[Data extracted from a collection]
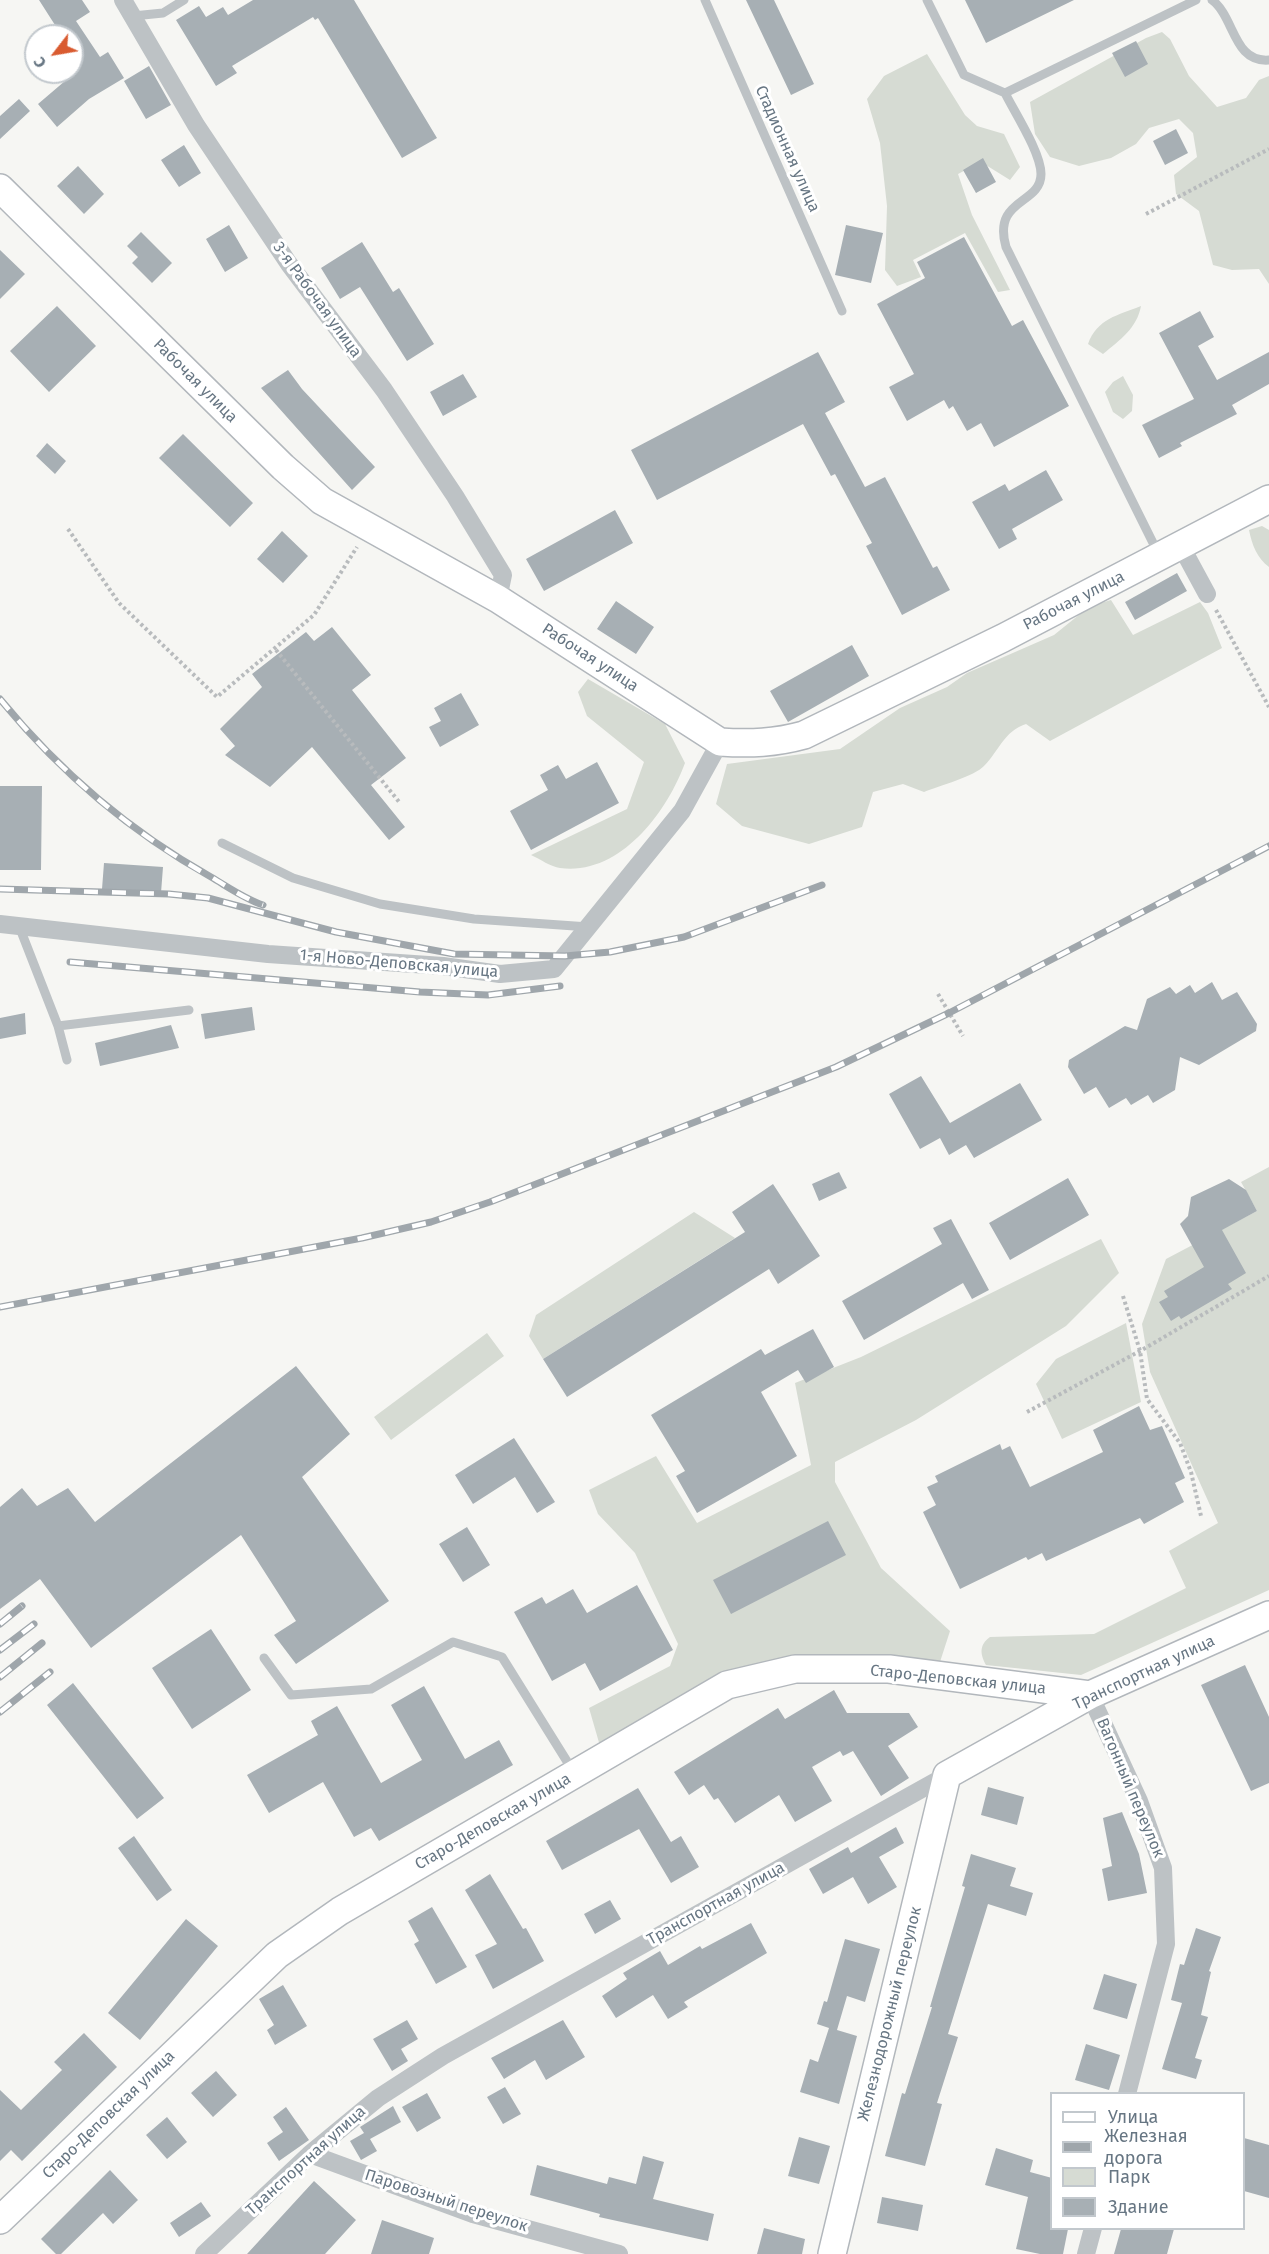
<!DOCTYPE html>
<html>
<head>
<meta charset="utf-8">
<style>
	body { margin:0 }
	#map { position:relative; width:1269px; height:2254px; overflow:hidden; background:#f6f6f3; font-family:"Fira Sans",sans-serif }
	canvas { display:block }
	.legend { position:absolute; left:1050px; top:2092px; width:195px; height:138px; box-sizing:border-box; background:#fff; border:2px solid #c2c8cd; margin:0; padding:8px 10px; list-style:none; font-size:18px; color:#677683 }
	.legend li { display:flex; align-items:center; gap:12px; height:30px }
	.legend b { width:30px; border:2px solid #c2c8cd }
	.north { position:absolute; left:24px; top:24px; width:60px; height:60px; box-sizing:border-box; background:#fff; border:2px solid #c2c8cd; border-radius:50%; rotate:239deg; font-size:16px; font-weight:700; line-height:24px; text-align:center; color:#677683 }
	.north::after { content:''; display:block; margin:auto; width:21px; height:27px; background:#d95b30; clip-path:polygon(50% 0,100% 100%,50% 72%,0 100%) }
</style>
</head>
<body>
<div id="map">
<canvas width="1269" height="2254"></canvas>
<ul class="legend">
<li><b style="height:8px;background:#fff"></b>Улица</li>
<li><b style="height:8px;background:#9fa6ab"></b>Железная дорога</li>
<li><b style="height:16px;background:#d6dbd3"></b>Парк</li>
<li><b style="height:16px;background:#a7afb4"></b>Здание</li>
</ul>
<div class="north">С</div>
</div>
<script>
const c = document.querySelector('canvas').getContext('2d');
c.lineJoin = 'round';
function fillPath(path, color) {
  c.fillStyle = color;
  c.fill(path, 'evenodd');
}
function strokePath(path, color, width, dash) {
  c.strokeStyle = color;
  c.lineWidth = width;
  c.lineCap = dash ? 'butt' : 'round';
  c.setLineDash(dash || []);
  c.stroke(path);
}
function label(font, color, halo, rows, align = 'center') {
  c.font = font + ' "Fira Sans",sans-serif';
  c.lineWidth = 6;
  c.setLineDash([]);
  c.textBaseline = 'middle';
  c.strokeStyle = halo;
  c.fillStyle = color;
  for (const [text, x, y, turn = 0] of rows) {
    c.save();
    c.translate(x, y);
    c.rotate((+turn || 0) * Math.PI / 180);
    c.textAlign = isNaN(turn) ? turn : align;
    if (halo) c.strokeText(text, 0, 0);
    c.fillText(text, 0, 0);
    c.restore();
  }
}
fillPath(new Path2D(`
	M1162,32L1170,39L1189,76L1217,107L1246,98L1259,80L1269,76V284L1259,269L1232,270L1213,265L1199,211L1176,194L1174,175L1197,157L1193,133L1179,119L1149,128L1136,144L1111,158L1079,166L1050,157L1035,134L1030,102L1146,38Z
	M927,54L965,115L977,126L1004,134L1020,167L1010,180L981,162L958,174L972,215L1010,290L998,292L965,233L913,260L921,277L897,286L885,270L887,206L880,143L867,99L884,76Z
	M1141,306C1137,328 1120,340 1103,354L1088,344C1097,319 1118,315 1141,306Z
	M1123,376L1133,395L1132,411L1123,419L1113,412L1105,392L1113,382Z
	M1262,526L1269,530V567C1257,558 1252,545 1249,530Z
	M1111,600L1133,635L1200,602L1208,613L1222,648L1050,741L1026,724C1004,731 999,751 984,766C975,776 939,786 924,792L903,784L873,792L862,827L809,844L742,826L716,804L727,764L840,749L900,708L947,687L967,673L1054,635L1090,606Z
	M588,679L665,724L685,763C667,812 620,876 560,868C551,867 540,859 531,855L627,809L644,762L587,716L578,692Z
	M1269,1167V1590L1081,1675L986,1665C980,1654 979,1645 990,1637L1094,1634L1186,1588L1169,1551L1218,1523L1150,1372L1142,1324L1166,1259L1257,1211L1241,1182Z
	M694,1212L735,1238L543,1359L529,1336L536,1315Z
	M1101,1239L1119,1273L1066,1326L916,1420L835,1462V1482L881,1568L950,1631L939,1665L793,1660L600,1746L589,1708L670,1666L678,1644L635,1553L598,1514L589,1490L656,1456L697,1523L811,1465L795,1383L861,1357Z
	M1126,1323L1141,1402L1062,1439L1036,1384L1056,1359Z
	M487,1333L504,1356L391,1440L374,1417Z`), '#d6dbd3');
fillPath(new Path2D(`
	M39,0H82L90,12L76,21L100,57L108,52L124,78L89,99L57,127L38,104L72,75V36H62Z
	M253,0H354L437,138L402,158L318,18L315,20L313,17L232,66L237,73L216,86L176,20L199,6L206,17L223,7L228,15Z
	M746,0H774L814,84L791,95Z
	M965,0H1074L986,43Z
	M1136,41L1148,64L1125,77L1112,53Z
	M149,66L171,105L146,119L124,81Z
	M19,99L30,111L0,139V116Z
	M1176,129L1188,153L1165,165L1153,141Z
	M184,145L201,173L179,187L161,160Z
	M983,158L996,182L976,193L963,170Z
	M78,166L104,194L84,214L57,186Z
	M229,225L248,258L225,272L206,239Z
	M846,225L883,233L871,283L835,275Z
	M141,232L172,263L152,283L132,263L138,257L127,246Z
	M964,237L1012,326L1023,320L1069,406L994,447L981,423L967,431L953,406L949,409L944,400L907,421L889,387L914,374L877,304L925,278L917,262Z
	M362,242L393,292L399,288L434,344L407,361L360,287L340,299L321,268Z
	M0,250L25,274L0,299Z
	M57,306L96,346L49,392L10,351Z
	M1200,311L1214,337L1198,346L1217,380L1269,352V384L1232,405L1237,414L1180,443L1182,446L1159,458L1142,425L1194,399L1159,333Z
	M818,352L845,402L825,413L865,487L885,477L933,568L937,566L950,590L902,615L866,546L872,543L835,474L831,476L803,424L657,500L631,450Z
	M288,370L302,389L375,467L352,490L261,388Z
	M463,374L477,397L443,416L430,392Z
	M183,434L253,503L230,527L159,458Z
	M47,443L66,461L55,474L36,456Z
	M1046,470L1063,500L1012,529L1017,539L999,549L972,502L1005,484L1009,491Z
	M615,510L633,543L544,591L526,559Z
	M282,531L308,556L283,583L257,559Z
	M1177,573L1187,591L1135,620L1125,602Z
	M616,601L654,627L636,654L597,629Z
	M332,627L371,675L352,690L406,758L371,785L405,827L389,840L312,747L270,787L225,755L235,746L220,729L262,687L252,674L306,632L314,641Z
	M852,645L869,676L788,722L770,691Z
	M461,693L479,725L440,747L429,727L441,721L434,708Z
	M597,762L619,803L531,850L510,811L548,790L540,775L558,765L566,779Z
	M0,786H42L41,870H0Z
	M104,863L163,867L161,893L102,889Z
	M1212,982L1222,1000L1237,992L1257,1024L1256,1031L1199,1065L1180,1057L1175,1090L1153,1103L1148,1095L1131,1105L1126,1098L1109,1108L1096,1087L1084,1094L1068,1067L1069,1060L1125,1026L1137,1030L1147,999L1170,987L1176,994L1190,985L1195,993Z
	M252,1007L255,1030L205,1039L201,1014Z
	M25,1013L26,1034L0,1039V1018Z
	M171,1025L179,1048L100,1066L95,1043Z
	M921,1076L950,1123L1020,1083L1042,1120L974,1158L966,1145L949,1155L940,1138L920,1149L889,1094Z
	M839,1172L847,1188L819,1201L812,1184Z
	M1068,1178L1089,1215L1010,1260L989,1223Z
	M1229,1179L1246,1190L1257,1211L1222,1230L1246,1273L1228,1284L1232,1289L1181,1319L1179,1316L1171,1321L1159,1302L1168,1297L1164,1291L1204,1267L1180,1224L1188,1216L1191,1197Z
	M773,1184L820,1256L778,1284L769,1269L567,1397L543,1359L745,1232L732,1212Z
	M951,1219L989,1290L972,1299L963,1283L864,1340L842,1301L942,1244L933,1228Z
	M813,1329L834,1367L806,1383L798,1370L761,1392L797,1456L697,1513L676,1476L685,1471L651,1415L761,1349L765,1355Z
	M296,1366L350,1434L302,1477L389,1601L296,1664L274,1635L296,1621L241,1535L91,1648L40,1579L0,1609V1507L22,1488L37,1506L68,1488L95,1522Z
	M1139,1406L1150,1430L1162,1426L1185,1478L1175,1483L1184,1502L1144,1524L1140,1518L1046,1561L1042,1553L1028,1560L1026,1557L960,1589L923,1512L936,1505L927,1487L938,1482L935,1476L1000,1444L1002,1450L1010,1446L1030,1487L1103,1452L1093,1430Z
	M514,1438L555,1502L537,1513L515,1477L473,1504L455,1475Z
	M828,1521L846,1555L731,1614L713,1580Z
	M467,1527L490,1565L463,1582L439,1544Z
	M637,1585L673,1650L600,1691L585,1663L552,1681L514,1612L542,1597L546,1604L573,1589L587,1613Z
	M211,1629L251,1690L192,1729L152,1668Z
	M1245,1665L1269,1717V1783L1251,1791L1201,1685Z
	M73,1683L164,1798L137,1819L47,1705Z
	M424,1686L465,1759L499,1740L513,1765L379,1841L371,1828L354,1837L323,1782L269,1813L247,1775L318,1735L311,1721L337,1706L381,1783L422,1760L391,1705Z
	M834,1690L847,1713H909L918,1727L888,1746L909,1778L881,1796L853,1751L843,1756L840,1751L812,1767L832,1801L795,1822L779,1795L735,1823L718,1798L714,1800L704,1785L689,1795L674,1772L778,1708L785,1719Z
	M988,1787L1024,1797L1017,1825L981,1815Z
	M638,1788L671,1842L681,1836L699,1867L671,1883L639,1829L562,1870L546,1841Z
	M1122,1812L1139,1854L1147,1893L1108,1901L1102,1869L1112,1866L1103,1818Z
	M896,1827L904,1843L879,1857L897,1887L868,1904L853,1877L823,1894L809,1869L848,1847L851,1853Z
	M134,1836L172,1890L157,1901L118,1848Z
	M971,1854L1016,1868L1010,1886L1033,1893L1026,1916L988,1904L948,2034L958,2037L937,2103L942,2104L925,2166L885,2156L902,2093L905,2094L932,2007H930L965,1887L962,1886Z
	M490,1874L523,1929L526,1928L544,1961L493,1989L475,1955L497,1944L465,1890Z
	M610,1900L621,1919L595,1934L584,1914Z
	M432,1907L467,1967L436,1984L414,1944L419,1941L408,1921Z
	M186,1919L218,1946L140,2040L108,2013Z
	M751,1923L767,1953L684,2002L688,2007L668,2019L653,1995L616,2018L602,1996L627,1979L623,1973L660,1951L668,1965L700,1946L702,1949Z
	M1196,1928L1221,1937L1209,1971L1211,1972L1201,2015L1208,2017L1195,2058L1202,2060L1196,2079L1162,2069L1182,2003L1171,2000L1180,1964L1184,1965Z
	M845,1939L880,1949L865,2002L847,1996L837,2030L857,2036L839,2104L800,2092L810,2059L818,2062L829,2028L817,2024L824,2001L827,2002Z
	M1104,1974L1137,1984L1127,2019L1093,2009Z
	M283,1985L307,2026L275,2045L267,2030L274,2025L259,1999Z
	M407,2020L418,2039L401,2049L408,2061L392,2071L373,2039Z
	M563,2020L585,2057L546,2080L535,2060L504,2079L491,2058Z
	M84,2033L117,2067L22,2161L11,2150L0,2161V2090L21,2110L62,2070L54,2062Z
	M1086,2044L1120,2055L1109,2090L1075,2080Z
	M216,2071L237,2095L213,2117L191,2093Z
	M505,2087L521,2114L503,2124L487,2097Z
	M427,2093L441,2118L417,2132L402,2107Z
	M393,2106L401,2122L370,2139L377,2151L361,2160L350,2141L364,2133L360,2127Z
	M286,2107L309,2140L279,2161L267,2143L283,2132L273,2117Z
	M167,2117L187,2142L167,2159L146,2135Z
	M799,2137L830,2146L819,2184L788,2176Z
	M1244,2138L1269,2145V2198L1244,2191Z
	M996,2148L1033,2160L1030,2172L1052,2178V2229H1068L1063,2254H1040L1016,2249L1028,2197L985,2185Z
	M643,2156L664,2162L653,2199L714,2214L708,2241L599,2217L600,2214L530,2195L537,2165L607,2184L609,2177L636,2184Z
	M110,2170L138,2200L113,2224L103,2213L61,2254H56L41,2239Z
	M314,2181L356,2220L325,2254H247Z
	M882,2197L923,2205L918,2231L877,2223Z
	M201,2202L211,2216L179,2237L170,2223Z
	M382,2220L434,2238L429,2254H371Z
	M764,2228L805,2239L802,2254H757Z
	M1121,2229H1174L1167,2254H1114Z`), '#a7afb4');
const secondary = new Path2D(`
	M0,188L283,467L322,501L498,599L720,742C750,744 775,743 804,735L1003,638L1269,499
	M0,2220L277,1955L340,1911L727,1685L795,1669H889L1090,1695
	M832,2254L947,1775L1090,1695L1269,1615`);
strokePath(secondary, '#b2b7bc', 30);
strokePath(new Path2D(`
	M1146,214L1269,149
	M68,529L119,603L217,697L314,615L357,547
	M1216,610L1269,707
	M276,650L400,803
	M938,994L963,1036
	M1123,1296L1140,1351L1147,1399L1180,1443L1191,1472L1201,1516
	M1027,1412L1140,1351L1269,1276`), '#b8bbbd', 4, [3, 3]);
strokePath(new Path2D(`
	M705,0L842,311
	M927,0L964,75L1005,93L1196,0
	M1212,0C1235,17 1233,63 1269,60
	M133,16L163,13L184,0
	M1005,93C1015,113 1041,153 1041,174C1041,205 992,198 1006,247L1159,555
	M222,843L293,878L380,904L474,919L589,927
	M19,926L58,1026L67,1060
	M58,1026L189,1010
	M264,1658L291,1695L371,1689L453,1642L502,1657L573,1771`), '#bdc2c5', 9);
strokePath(new Path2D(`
	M123,0L196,125L289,264L384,390L455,496L503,575L498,599
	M1181,546L1207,594
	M0,924L268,954L443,966L500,974L554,969L682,811L720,742
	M1090,1695L1139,1801L1163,1868L1166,1944L1127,2094
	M310,2154L473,2214L619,2254
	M204,2254L310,2154L378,2098L443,2056L947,1775
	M1086,2254L1093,2228`), '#bdc2c5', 18);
strokePath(secondary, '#fff', 27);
const rail = new Path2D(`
	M0,699C59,771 129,831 211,877C228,887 245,899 263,905
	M0,889L169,894L208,898L336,932L454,954L565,956L610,952L684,937L822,885
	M70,962L420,992L488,995L560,986
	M0,1307L362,1238L431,1222L490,1202L836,1067L949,1013L1269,846
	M0,1624L22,1606
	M0,1650L34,1624
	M0,1677L42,1643
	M0,1712L50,1672`);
strokePath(rail, '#9fa6ab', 7);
strokePath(rail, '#fff', 4.5, [14]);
label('16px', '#677683', '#fff', [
	["Стадионная улица",787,149,66],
	["3-я Рабочая улица",317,300,54],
	["Рабочая улица",195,381,45],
	["Рабочая улица",1074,601,-27],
	["Рабочая улица",590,658,33],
	["1-я Ново-Деповская улица",399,964,5],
	["Транспортная улица",1144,1673,-25],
	["Старо-Деповская улица",958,1680,6],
	["Вагонный переулок",1130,1788,67],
	["Старо-Деповская улица",493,1822,-30],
	["Транспортная улица",716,1904,-29],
	["Железнодорожный переулок",890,2014,-76],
	["Старо-Деповская улица",109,2115,-44],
	["Транспортная улица",306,2161,-42],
	["Паровозный переулок",446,2201,18]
]);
</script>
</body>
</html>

**EXERCISE REQUIREMENTS:**
Considering only the data above, return the lines in which "rows" occurs.

**REPLY TO THE TASK:**
function label(font, color, halo, rows, align = 'center') {
  for (const [text, x, y, turn = 0] of rows) {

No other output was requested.